Évidemment, que c'était elle. Qui d'autre qu'une ancienne princesse askanienne pour offrir un livre de son pays ? Une princesse dont on disait que, par amour, elle avait quitté son désert pour épouser le roi du Dalren.

Milanne se laissa choir sur sa paillasse, le livre serré entre ses mains.

— Par Liha, un prince ! Pourquoi tu ne m'as rien dit ? Ma famille va être accusée de crime de lèse-majesté !

— Non, murmura Thilste. Ils ne le seront pas, parce que je ne fais pas vraiment partie de la famille royale. Je ne suis que le Leurre du prince héritier. Ma vraie mère est une Askanienne de la suite de la reine.

— Je croyais que seul le souverain savait qui était vraiment l'héritier, bredouilla Milanne.

Thilste eut un sourire sans joie.

— Disons que le roi ne cache pas ses préférences. Et le fait que la reine m'appelle son « fils », ajouta-t-il en pointant le livre, ce n'est qu'une courtoisie. Elle doit bien savoir que je ne suis pas son enfant.

Milanne n'osait pas imaginer l'existence que Thilste – et Niel de Larq en son temps – avait dû mener jusque-là. Les souverains dalreniens enfermaient l'héritier et son leurre au palais de Solarina, avec de rares apparitions publiques, pour les élever à l'écart de tout. Les Leurres ne rencontraient jamais leur vraie famille avant leur majorité. Cette coutume visait à protéger le futur souverain, mais sa radicalité faisait frémir la jeune fille. S'il était toujours inquiet à l'idée qu'il lui arrive quelque chose, son père ne l'empêchait jamais de sortir.

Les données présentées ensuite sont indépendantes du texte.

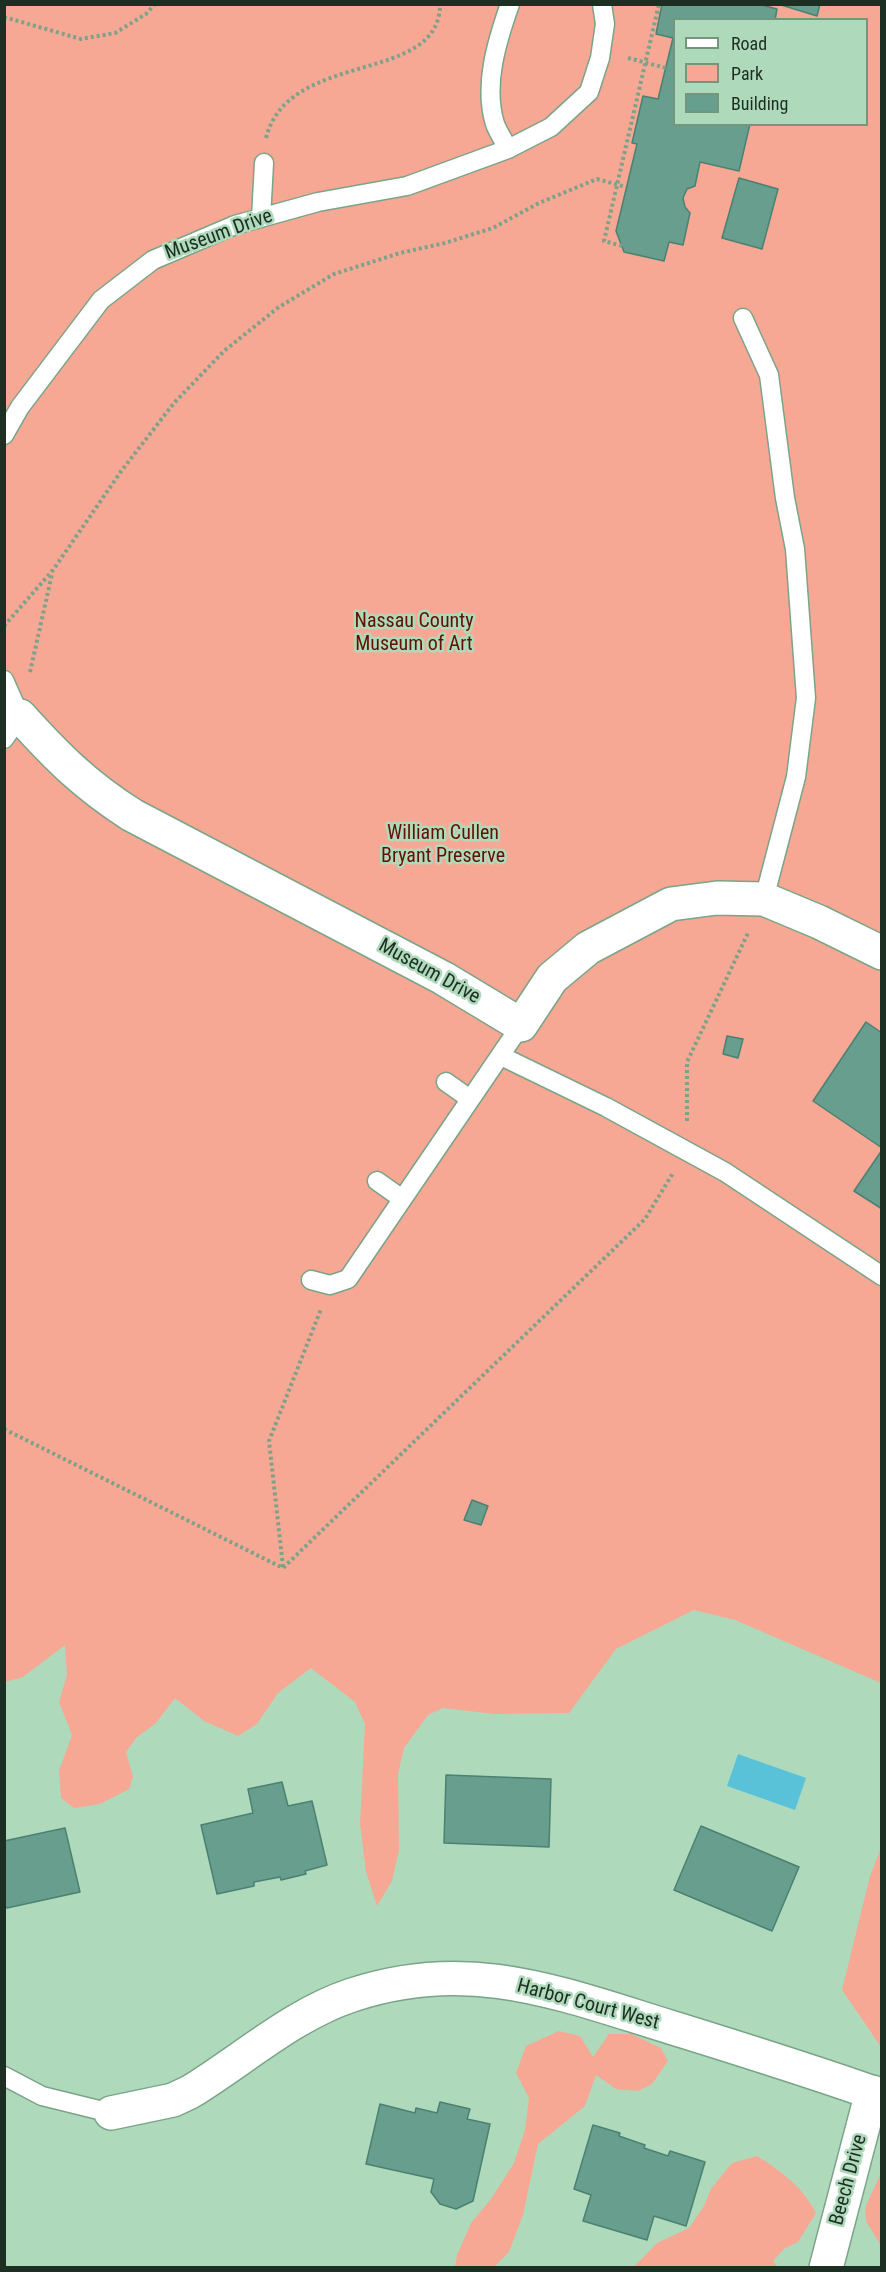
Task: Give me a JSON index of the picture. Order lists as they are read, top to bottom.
{
  "streets": {
    "street": ["Museum Drive", "Harbor Court West", "Beech Drive"]
  },
  "crossings": [
    ["Harbor Court West", "Beech Drive"]
  ],
  "parks": ["Nassau County Museum of Art", "William Cullen Bryant Preserve"],
  "legend": ["Road", "Park", "Building"]
}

— Pourquoi on t'a envoyé à Runac sans ton frère alors ? s'enquit-elle d'un ton plus doux.

— D'après le roi, pour m'ouvrir au monde, ricana Thilste. La coutume veut qu'il nous révèle à moi et à mon frère qui est réellement son fils lorsque nous auront dix-huit ans, avant la révélation au royaume à vingt et un. Mais je le soupçonne d'avoir voulu prendre un peu d'avance, et de m'avoir écarté pour en parler avec son fils. Waraan est persuadé qu'il n'est pas le prince, alors il va prendre un peu de temps avant de digérer la nouvelle. Mieux vaut que je ne sois pas là pour ne pas gêner.

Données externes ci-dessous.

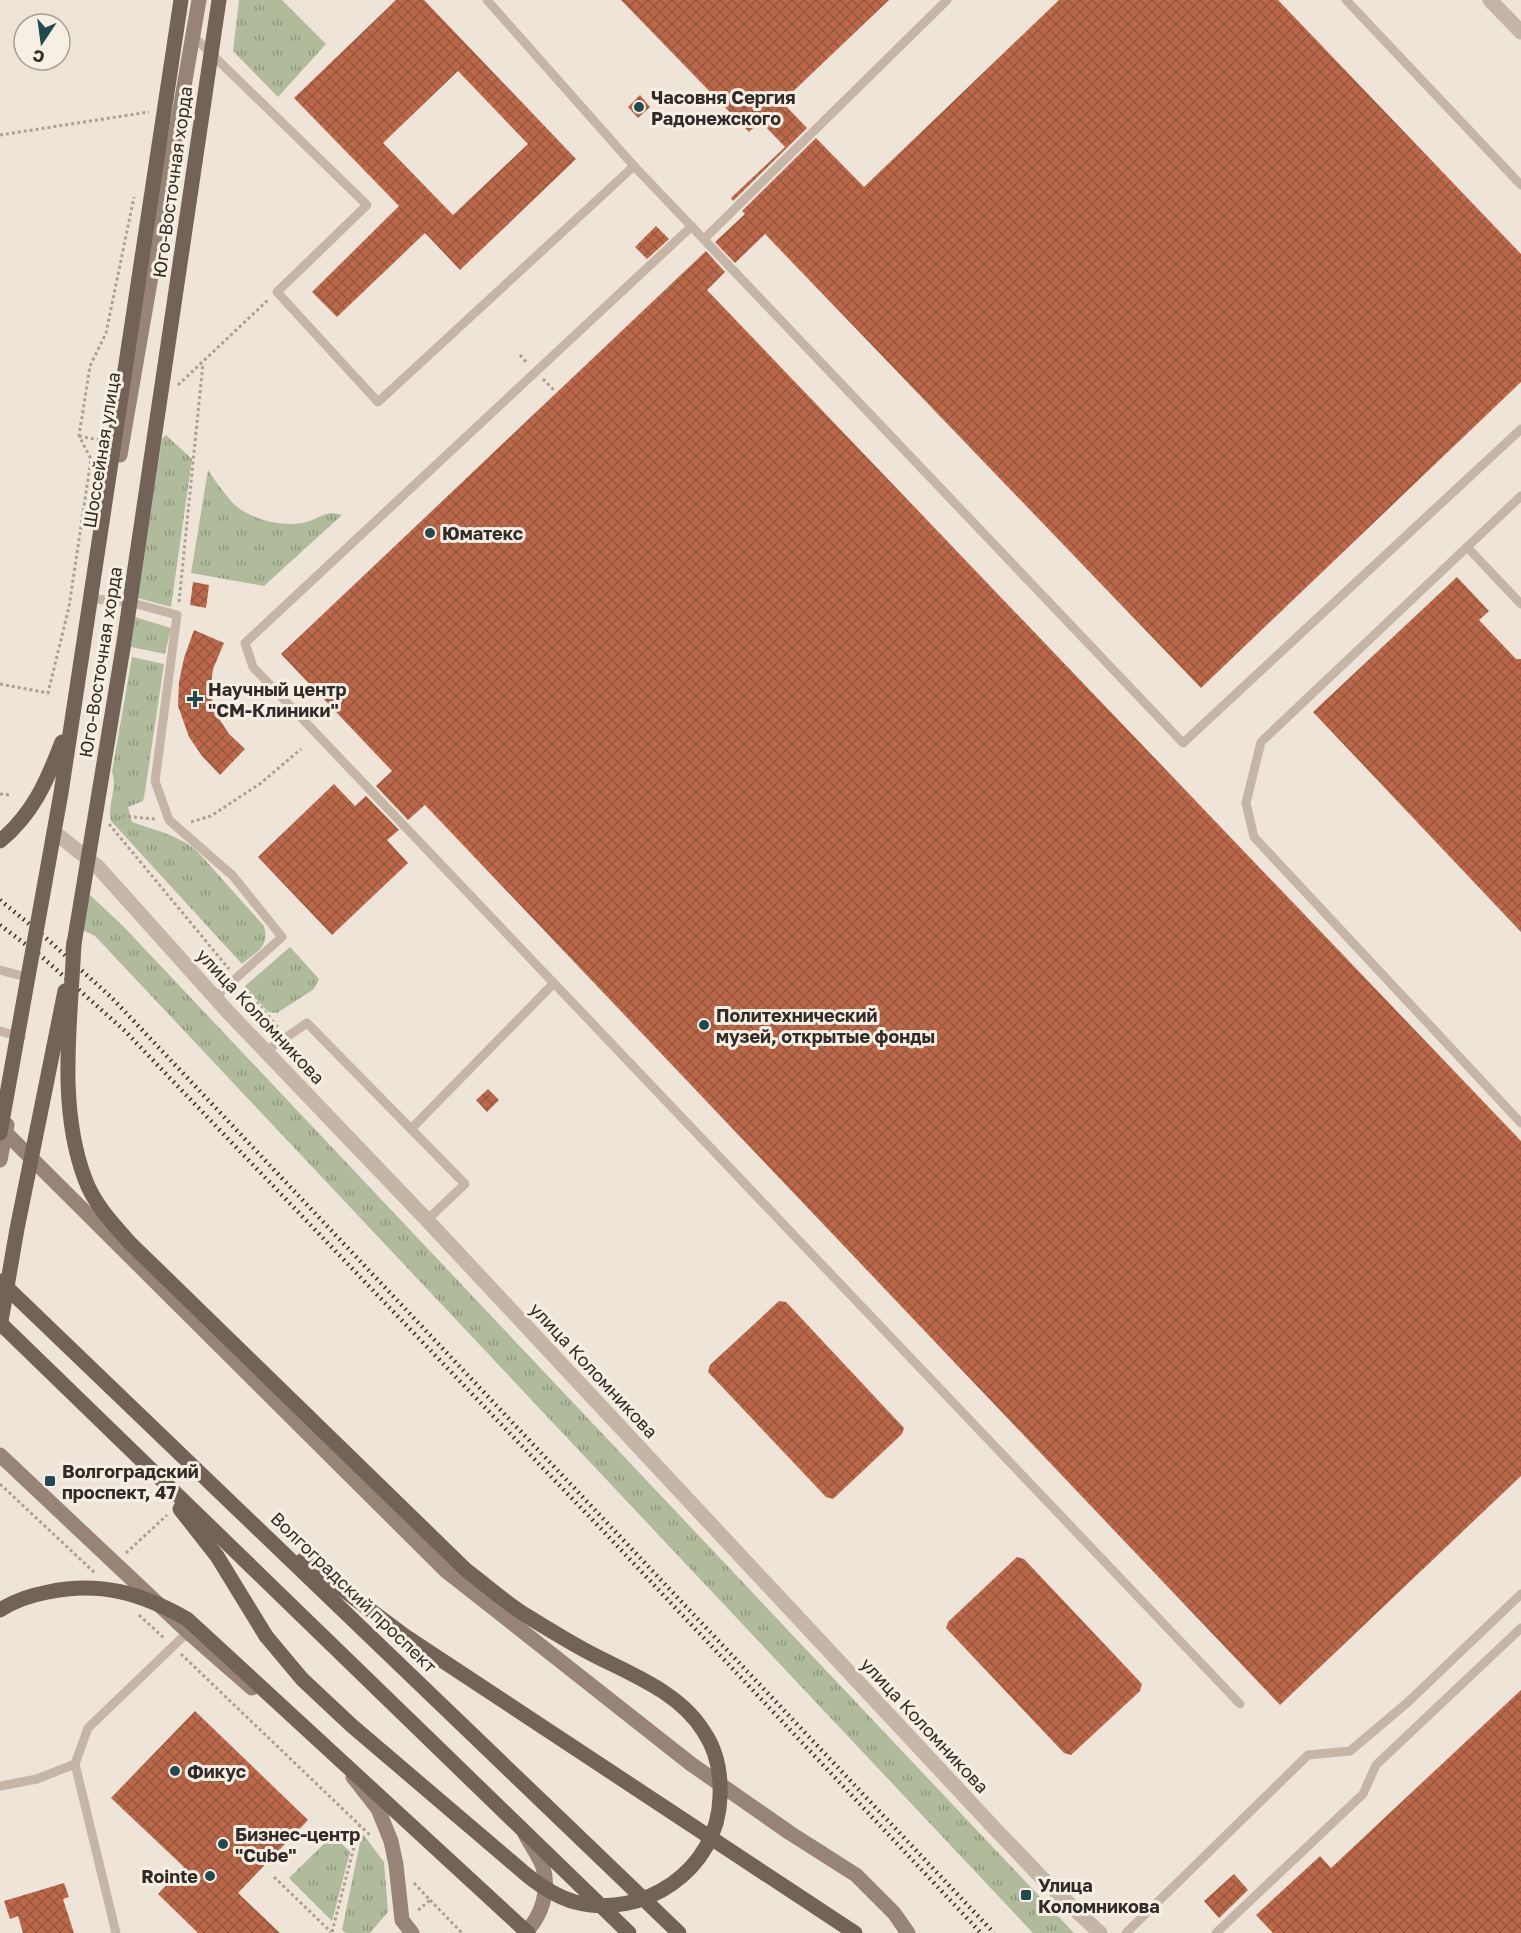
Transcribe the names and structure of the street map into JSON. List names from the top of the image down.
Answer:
{
  "streets": {
    "main road": ["Юго-Восточная хорда", "Шоссейная улица", "Волгоградский проспект"],
    "street": ["улица Коломникова"]
  },
  "crossings": [
    ["Шоссейная улица", "улица Коломникова"]
  ],
  "places": {
    "other": [
      "Часовня Сергия Радонежского",
      "Юматекс",
      "Политехнический музей, открытые фонды",
      "Фикус",
      "Бизнес-центр \"Cube\"",
      "Rointe"
    ],
    "health": ["Научный центр \"СМ-Клиники\""],
    "transit": ["Волгоградский проспект, 47", "Улица Коломникова"]
  },
  "north": "bottom"
}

Il enserra ses jambes repliées.

— C'est pour ça que je voulais fuir de Runac. Niel a été très gentil avec moi. Je pense que même s'il ne l'a pas dit, il comprend ce ça fait d'être à la merci d'une famille qui n'est pas la sienne. Mais je voulais simplement retrouver la mienne. C'était sans doute égoïste parce que ça les mettrait en position de disgrâce.

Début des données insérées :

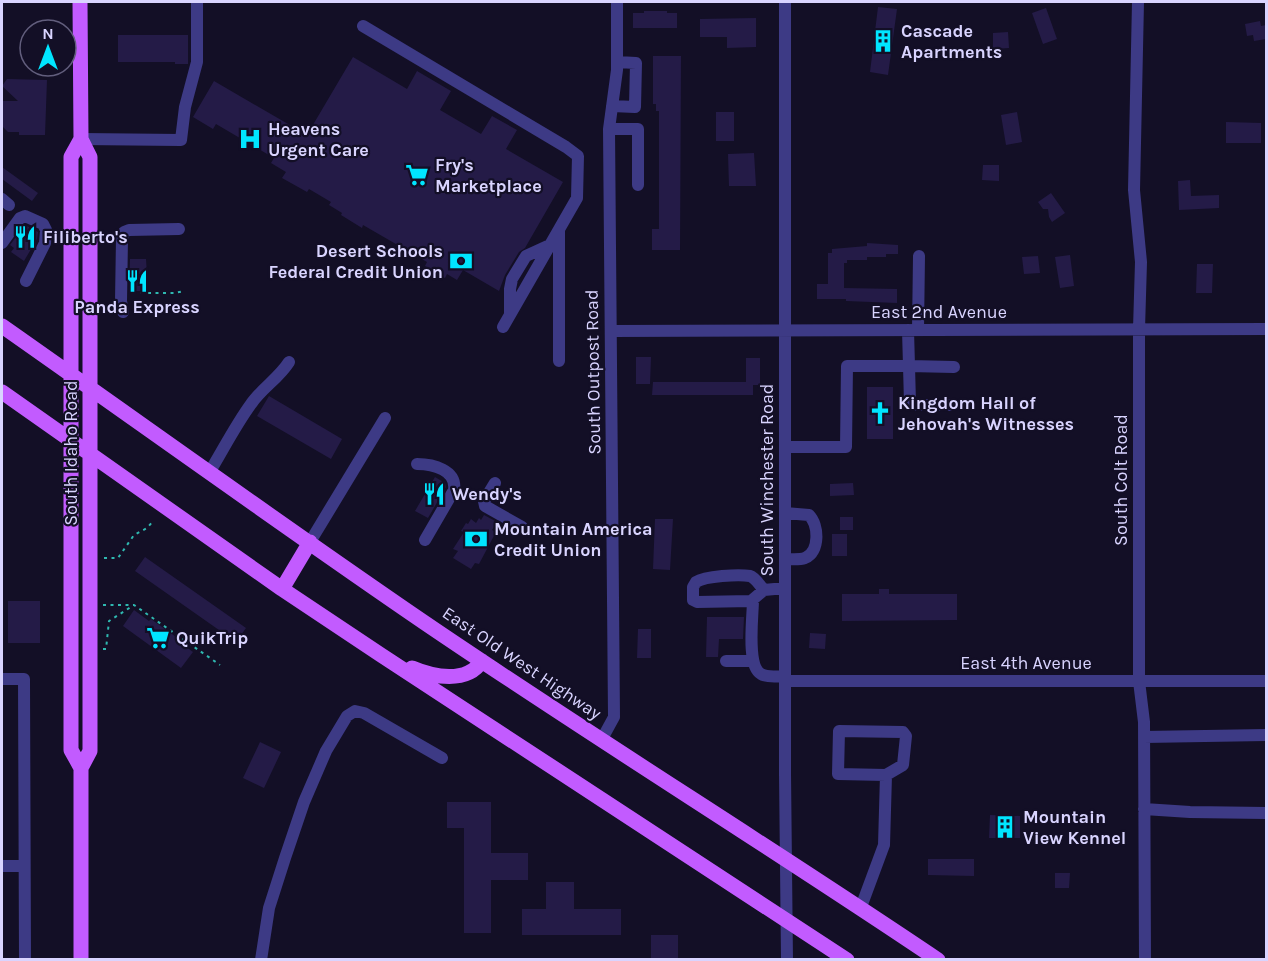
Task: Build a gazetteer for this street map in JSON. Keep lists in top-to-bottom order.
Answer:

— Pourquoi m'as-tu suivie alors ?

— Parce que pour une fois, je pouvais décider de mon chemin.

Milanne se leva. Thilste redressa la tête, une lueur d'incompréhension dans son regard lorsqu'elle s'approcha.

— Par Liha, je suis tellement désolée que tu aies dû vivre ça. Pardon de m'être emportée contre toi.

Elle fléchit les genoux et referma ses bras autour de ses épaules. Thilste se raidit, et elle sentit une main lui tapoter maladroitement le dos. Elle se décolla de lui, embarrassée par son propre emportement.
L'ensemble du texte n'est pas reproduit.